TASK TO COMPLETE:
Your response should match the records line for line.
[INFORMATION GIVEN Boundary: Start]
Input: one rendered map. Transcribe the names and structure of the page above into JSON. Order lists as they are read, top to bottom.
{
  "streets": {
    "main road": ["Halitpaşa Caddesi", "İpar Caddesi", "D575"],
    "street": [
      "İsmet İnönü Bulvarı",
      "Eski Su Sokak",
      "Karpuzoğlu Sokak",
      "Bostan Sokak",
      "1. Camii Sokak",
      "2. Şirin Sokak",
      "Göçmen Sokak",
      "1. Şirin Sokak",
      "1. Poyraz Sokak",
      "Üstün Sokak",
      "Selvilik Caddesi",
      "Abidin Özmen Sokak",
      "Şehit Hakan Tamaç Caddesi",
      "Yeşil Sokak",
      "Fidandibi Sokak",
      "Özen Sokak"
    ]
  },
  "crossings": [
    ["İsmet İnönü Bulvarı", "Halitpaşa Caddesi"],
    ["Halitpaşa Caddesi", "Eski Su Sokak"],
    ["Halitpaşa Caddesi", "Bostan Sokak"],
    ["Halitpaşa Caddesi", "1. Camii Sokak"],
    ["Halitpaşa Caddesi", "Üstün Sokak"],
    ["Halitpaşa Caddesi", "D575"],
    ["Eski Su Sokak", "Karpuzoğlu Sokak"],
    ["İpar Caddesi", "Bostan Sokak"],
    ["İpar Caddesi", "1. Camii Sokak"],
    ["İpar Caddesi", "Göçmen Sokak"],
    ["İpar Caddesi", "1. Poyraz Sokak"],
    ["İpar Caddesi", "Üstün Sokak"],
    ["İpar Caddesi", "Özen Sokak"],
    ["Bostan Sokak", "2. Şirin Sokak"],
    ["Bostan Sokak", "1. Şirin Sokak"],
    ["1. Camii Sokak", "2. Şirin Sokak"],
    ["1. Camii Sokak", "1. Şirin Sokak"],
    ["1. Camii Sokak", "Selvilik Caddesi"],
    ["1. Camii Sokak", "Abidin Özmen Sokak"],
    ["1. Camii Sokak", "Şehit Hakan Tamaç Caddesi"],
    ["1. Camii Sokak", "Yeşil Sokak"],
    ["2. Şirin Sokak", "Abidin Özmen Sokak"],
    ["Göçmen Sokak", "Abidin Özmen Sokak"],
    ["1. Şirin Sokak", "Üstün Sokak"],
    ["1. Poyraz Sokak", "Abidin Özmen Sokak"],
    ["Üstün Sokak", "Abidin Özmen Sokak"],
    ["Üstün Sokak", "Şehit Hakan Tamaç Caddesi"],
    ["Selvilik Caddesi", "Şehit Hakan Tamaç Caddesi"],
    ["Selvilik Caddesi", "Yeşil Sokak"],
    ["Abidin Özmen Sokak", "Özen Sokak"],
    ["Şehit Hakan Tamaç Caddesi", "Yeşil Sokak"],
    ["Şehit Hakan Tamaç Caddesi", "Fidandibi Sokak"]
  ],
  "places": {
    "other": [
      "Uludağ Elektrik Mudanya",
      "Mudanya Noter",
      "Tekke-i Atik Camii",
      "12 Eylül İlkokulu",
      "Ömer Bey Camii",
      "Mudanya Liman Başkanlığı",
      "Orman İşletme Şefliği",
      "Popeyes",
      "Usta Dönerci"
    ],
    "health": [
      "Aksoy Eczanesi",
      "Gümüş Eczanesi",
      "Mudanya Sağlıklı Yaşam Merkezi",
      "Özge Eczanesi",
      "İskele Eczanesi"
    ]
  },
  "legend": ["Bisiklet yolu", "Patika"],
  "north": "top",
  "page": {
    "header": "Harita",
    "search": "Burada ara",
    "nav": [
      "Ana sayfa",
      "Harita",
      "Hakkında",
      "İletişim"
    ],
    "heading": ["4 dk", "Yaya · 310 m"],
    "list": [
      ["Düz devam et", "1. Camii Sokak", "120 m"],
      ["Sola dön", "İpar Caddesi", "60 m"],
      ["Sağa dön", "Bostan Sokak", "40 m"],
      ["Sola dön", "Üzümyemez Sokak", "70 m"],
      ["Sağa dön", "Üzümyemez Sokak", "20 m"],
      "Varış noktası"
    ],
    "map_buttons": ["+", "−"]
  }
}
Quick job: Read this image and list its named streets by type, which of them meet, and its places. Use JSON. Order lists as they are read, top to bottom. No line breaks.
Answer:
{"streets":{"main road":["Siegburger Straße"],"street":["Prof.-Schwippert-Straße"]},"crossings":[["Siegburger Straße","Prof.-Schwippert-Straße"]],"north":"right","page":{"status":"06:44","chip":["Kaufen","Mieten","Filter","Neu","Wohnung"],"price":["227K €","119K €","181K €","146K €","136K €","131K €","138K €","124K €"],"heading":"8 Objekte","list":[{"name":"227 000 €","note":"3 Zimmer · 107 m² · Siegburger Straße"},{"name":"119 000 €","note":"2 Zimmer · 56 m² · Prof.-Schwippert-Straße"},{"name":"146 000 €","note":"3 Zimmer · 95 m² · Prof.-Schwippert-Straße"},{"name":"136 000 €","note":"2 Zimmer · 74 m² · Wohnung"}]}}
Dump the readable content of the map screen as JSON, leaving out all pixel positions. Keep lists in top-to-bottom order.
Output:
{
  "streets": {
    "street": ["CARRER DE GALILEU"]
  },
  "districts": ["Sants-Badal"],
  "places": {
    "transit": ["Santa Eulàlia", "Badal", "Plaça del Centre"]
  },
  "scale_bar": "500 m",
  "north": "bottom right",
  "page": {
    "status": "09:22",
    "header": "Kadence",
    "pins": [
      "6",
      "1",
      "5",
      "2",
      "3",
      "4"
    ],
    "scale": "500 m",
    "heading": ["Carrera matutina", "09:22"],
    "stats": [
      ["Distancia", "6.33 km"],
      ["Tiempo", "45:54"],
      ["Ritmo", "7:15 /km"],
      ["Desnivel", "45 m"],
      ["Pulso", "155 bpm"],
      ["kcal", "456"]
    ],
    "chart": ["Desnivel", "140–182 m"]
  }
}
[INFORMATION GIVEN Boundary: End]
OUTPUT BELOW:
Input: one rendered map. Transcribe the names and structure of the page above into JSON. Order lists as they are read, top to bottom.
{
  "streets": {
    "main road": ["Halitpaşa Caddesi", "İpar Caddesi", "D575"],
    "street": [
      "İsmet İnönü Bulvarı",
      "Eski Su Sokak",
      "Karpuzoğlu Sokak",
      "Bostan Sokak",
      "1. Camii Sokak",
      "2. Şirin Sokak",
      "Göçmen Sokak",
      "1. Şirin Sokak",
      "1. Poyraz Sokak",
      "Üstün Sokak",
      "Selvilik Caddesi",
      "Abidin Özmen Sokak",
      "Şehit Hakan Tamaç Caddesi",
      "Yeşil Sokak",
      "Fidandibi Sokak",
      "Özen Sokak"
    ]
  },
  "crossings": [
    ["İsmet İnönü Bulvarı", "Halitpaşa Caddesi"],
    ["Halitpaşa Caddesi", "Eski Su Sokak"],
    ["Halitpaşa Caddesi", "Bostan Sokak"],
    ["Halitpaşa Caddesi", "1. Camii Sokak"],
    ["Halitpaşa Caddesi", "Üstün Sokak"],
    ["Halitpaşa Caddesi", "D575"],
    ["Eski Su Sokak", "Karpuzoğlu Sokak"],
    ["İpar Caddesi", "Bostan Sokak"],
    ["İpar Caddesi", "1. Camii Sokak"],
    ["İpar Caddesi", "Göçmen Sokak"],
    ["İpar Caddesi", "1. Poyraz Sokak"],
    ["İpar Caddesi", "Üstün Sokak"],
    ["İpar Caddesi", "Özen Sokak"],
    ["Bostan Sokak", "2. Şirin Sokak"],
    ["Bostan Sokak", "1. Şirin Sokak"],
    ["1. Camii Sokak", "2. Şirin Sokak"],
    ["1. Camii Sokak", "1. Şirin Sokak"],
    ["1. Camii Sokak", "Selvilik Caddesi"],
    ["1. Camii Sokak", "Abidin Özmen Sokak"],
    ["1. Camii Sokak", "Şehit Hakan Tamaç Caddesi"],
    ["1. Camii Sokak", "Yeşil Sokak"],
    ["2. Şirin Sokak", "Abidin Özmen Sokak"],
    ["Göçmen Sokak", "Abidin Özmen Sokak"],
    ["1. Şirin Sokak", "Üstün Sokak"],
    ["1. Poyraz Sokak", "Abidin Özmen Sokak"],
    ["Üstün Sokak", "Abidin Özmen Sokak"],
    ["Üstün Sokak", "Şehit Hakan Tamaç Caddesi"],
    ["Selvilik Caddesi", "Şehit Hakan Tamaç Caddesi"],
    ["Selvilik Caddesi", "Yeşil Sokak"],
    ["Abidin Özmen Sokak", "Özen Sokak"],
    ["Şehit Hakan Tamaç Caddesi", "Yeşil Sokak"],
    ["Şehit Hakan Tamaç Caddesi", "Fidandibi Sokak"]
  ],
  "places": {
    "other": [
      "Uludağ Elektrik Mudanya",
      "Mudanya Noter",
      "Tekke-i Atik Camii",
      "12 Eylül İlkokulu",
      "Ömer Bey Camii",
      "Mudanya Liman Başkanlığı",
      "Orman İşletme Şefliği",
      "Popeyes",
      "Usta Dönerci"
    ],
    "health": [
      "Aksoy Eczanesi",
      "Gümüş Eczanesi",
      "Mudanya Sağlıklı Yaşam Merkezi",
      "Özge Eczanesi",
      "İskele Eczanesi"
    ]
  },
  "legend": ["Bisiklet yolu", "Patika"],
  "north": "top",
  "page": {
    "header": "Harita",
    "search": "Burada ara",
    "nav": [
      "Ana sayfa",
      "Harita",
      "Hakkında",
      "İletişim"
    ],
    "heading": ["4 dk", "Yaya · 310 m"],
    "list": [
      ["Düz devam et", "1. Camii Sokak", "120 m"],
      ["Sola dön", "İpar Caddesi", "60 m"],
      ["Sağa dön", "Bostan Sokak", "40 m"],
      ["Sola dön", "Üzümyemez Sokak", "70 m"],
      ["Sağa dön", "Üzümyemez Sokak", "20 m"],
      "Varış noktası"
    ],
    "map_buttons": ["+", "−"]
  }
}
Quick job: Read this image and list its named streets by type, which of them meet, and its places. Use JSON. Order lists as they are read, top to bottom. No line breaks.
Answer:
{"streets":{"main road":["Siegburger Straße"],"street":["Prof.-Schwippert-Straße"]},"crossings":[["Siegburger Straße","Prof.-Schwippert-Straße"]],"north":"right","page":{"status":"06:44","chip":["Kaufen","Mieten","Filter","Neu","Wohnung"],"price":["227K €","119K €","181K €","146K €","136K €","131K €","138K €","124K €"],"heading":"8 Objekte","list":[{"name":"227 000 €","note":"3 Zimmer · 107 m² · Siegburger Straße"},{"name":"119 000 €","note":"2 Zimmer · 56 m² · Prof.-Schwippert-Straße"},{"name":"146 000 €","note":"3 Zimmer · 95 m² · Prof.-Schwippert-Straße"},{"name":"136 000 €","note":"2 Zimmer · 74 m² · Wohnung"}]}}
Dump the readable content of the map screen as JSON, leaving out all pixel positions. Keep lists in top-to-bottom order.
Output:
{
  "streets": {
    "street": ["CARRER DE GALILEU"]
  },
  "districts": ["Sants-Badal"],
  "places": {
    "transit": ["Santa Eulàlia", "Badal", "Plaça del Centre"]
  },
  "scale_bar": "500 m",
  "north": "bottom right",
  "page": {
    "status": "09:22",
    "header": "Kadence",
    "pins": [
      "6",
      "1",
      "5",
      "2",
      "3",
      "4"
    ],
    "scale": "500 m",
    "heading": ["Carrera matutina", "09:22"],
    "stats": [
      ["Distancia", "6.33 km"],
      ["Tiempo", "45:54"],
      ["Ritmo", "7:15 /km"],
      ["Desnivel", "45 m"],
      ["Pulso", "155 bpm"],
      ["kcal", "456"]
    ],
    "chart": ["Desnivel", "140–182 m"]
  }
}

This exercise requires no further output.